Mrs. Waldorf, the owner of Saturnalia Salads, was a formidable Human of the Gargantuan variety. Little Veronica was only little in comparison.  The Pet Shop Proprietor never, ever went against anything Walnut Waldorf said, so he tried, daily, to ignore that yearning look on little Veronica’s face.

Little Veronica was friends with Velella, a Wolfpack Demon and Marcus, a Diminutive Dwarf, the two apprentices from Maude Philpott’s knitting and wool shop, Click Clacks. The three of them had formed a little gang of minor mischief, their turf being the main street of Upper Weeping and all of St Willaston’s Park.

St. Willaston’s Park was the place they’d decided on as the safest to keep the miniature crocodile when they’d stolen it from the pet shop. Having spent the past three weeks enclosing off a small dam and checking out books from The Library of No Mirth on Crocodile Keeping, What To Feed You Crocodile and All You ever Wanted to Know about Manure, they were ready. The heist would be that night.

Carolina the Crocodile was quite happy to follow the little gang out of The Pet Shop, along the main street {quietly}, and out into St. Willaston’s Park. She very happily allowed herself to be placed inside the enclosure with her very own swimming pool and resting facilities. When she was given a chicken to eat she fell in love with this large human who offered it to her. She promised herself she would never bite that hand, as long as it continued to feed her.

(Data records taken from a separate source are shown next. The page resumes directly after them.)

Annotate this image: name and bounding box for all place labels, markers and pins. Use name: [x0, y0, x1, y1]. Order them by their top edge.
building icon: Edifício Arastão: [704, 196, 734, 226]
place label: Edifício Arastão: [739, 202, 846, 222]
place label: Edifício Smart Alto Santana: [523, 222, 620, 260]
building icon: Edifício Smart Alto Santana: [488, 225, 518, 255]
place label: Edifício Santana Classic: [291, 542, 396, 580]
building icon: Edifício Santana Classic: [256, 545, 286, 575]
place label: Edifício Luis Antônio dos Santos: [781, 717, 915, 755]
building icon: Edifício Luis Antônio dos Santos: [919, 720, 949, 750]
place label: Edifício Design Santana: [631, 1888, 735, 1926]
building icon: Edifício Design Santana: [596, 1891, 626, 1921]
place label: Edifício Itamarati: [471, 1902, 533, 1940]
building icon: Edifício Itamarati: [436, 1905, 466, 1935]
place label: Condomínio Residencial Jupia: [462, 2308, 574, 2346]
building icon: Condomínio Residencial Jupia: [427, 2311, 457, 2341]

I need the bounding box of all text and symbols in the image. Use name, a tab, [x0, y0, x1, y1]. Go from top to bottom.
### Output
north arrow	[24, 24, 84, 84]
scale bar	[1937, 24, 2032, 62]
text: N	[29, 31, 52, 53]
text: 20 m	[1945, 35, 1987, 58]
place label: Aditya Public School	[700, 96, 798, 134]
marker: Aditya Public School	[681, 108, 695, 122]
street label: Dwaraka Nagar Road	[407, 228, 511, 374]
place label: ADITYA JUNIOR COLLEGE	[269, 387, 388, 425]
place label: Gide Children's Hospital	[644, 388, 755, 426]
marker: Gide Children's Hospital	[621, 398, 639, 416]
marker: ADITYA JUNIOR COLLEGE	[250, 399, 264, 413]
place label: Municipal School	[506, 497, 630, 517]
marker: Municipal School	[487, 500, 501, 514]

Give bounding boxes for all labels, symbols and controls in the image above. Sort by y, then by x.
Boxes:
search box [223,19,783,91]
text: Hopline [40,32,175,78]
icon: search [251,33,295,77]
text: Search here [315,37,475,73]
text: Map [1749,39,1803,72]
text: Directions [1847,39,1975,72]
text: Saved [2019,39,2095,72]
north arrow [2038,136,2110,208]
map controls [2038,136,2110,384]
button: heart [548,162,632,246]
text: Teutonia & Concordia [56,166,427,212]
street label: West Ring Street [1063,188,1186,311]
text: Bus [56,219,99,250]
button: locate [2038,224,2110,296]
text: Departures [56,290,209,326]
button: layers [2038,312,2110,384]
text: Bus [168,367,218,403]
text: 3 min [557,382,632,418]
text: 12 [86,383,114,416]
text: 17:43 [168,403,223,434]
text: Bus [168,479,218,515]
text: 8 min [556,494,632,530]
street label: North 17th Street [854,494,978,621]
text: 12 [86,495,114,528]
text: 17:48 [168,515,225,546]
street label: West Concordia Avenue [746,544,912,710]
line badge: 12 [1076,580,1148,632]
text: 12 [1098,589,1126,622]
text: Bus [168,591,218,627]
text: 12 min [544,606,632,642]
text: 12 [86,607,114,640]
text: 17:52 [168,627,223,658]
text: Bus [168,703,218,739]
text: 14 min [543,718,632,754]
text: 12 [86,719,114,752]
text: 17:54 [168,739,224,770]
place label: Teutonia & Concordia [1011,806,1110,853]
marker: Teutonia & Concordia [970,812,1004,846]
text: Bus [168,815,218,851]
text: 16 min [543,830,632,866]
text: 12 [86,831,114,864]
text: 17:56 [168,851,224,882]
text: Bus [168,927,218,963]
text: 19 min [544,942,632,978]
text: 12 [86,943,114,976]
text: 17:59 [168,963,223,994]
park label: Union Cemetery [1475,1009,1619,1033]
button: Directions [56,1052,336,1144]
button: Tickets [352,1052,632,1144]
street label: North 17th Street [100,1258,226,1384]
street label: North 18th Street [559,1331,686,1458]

For the next few days The Pet Shop Proprietor avoided Mrs. Waldorf until he finally realised she knew nothing of the crocodile’s release. He also turned a blind eye to Little Veronica’s newfound interest in vermin control and the trio’s daily visits to St. Willaston’s Park. On the whole he felt Carolina was probably happier outside and what Mrs. Waldorf didn’t know, couldn’t hurt him.

 

Copyright September 2014

Pachydermatitis

Sometimes in life you just throw out phrases without thinking of the consequences. For example: My friend Veronica, in the middle of an argument about who did what way back in High School, suddenly yelled at me “You’re a damn elephant you are, never forget anything!!”

Now you think this would be an innocuous statement in itself not a portent of the future. Yet, the next morning I awoke in a new pachydermous skin. My skin was grey and saggy, my nose had a distinctly trunk like appearance and my ears flapped in the breeze. I had a craving for peanuts. No one seemed to notice, which proved my theory that we humans never really look beyond ourselves.

As I swayed my way to work I felt the need to trumpet to the world. I’m big!! I’m a pachyderm!! I’m beautiful!! I managed to stop myself concerned that I’d be taken away and locked up.

So, everyday I became a little more elephantine. As no one seemed to notice I became more comfortable in my new pachydermous skin. I worried less and less about my appearance. I found that my students listened to me more as my classroom had become a place of fun. My elephant self was quite mischievous. My students laughed a lot.

One day a travelling circus arrived in town. I tried to resist but the lure was too strong. I went to talk to the two elephants tethered in the field next to the main tent and introduced myself as a fellow pachyderm. Have you ever heard an elephant laugh??? I did, that day. They scoffed at my stupidity.

I ran home crying, gazed tearfully into the mirror and saw that they were right, I was only human.

After I was diagnosed with pachydermatitis I switched careers, became an elephant handler with the circus.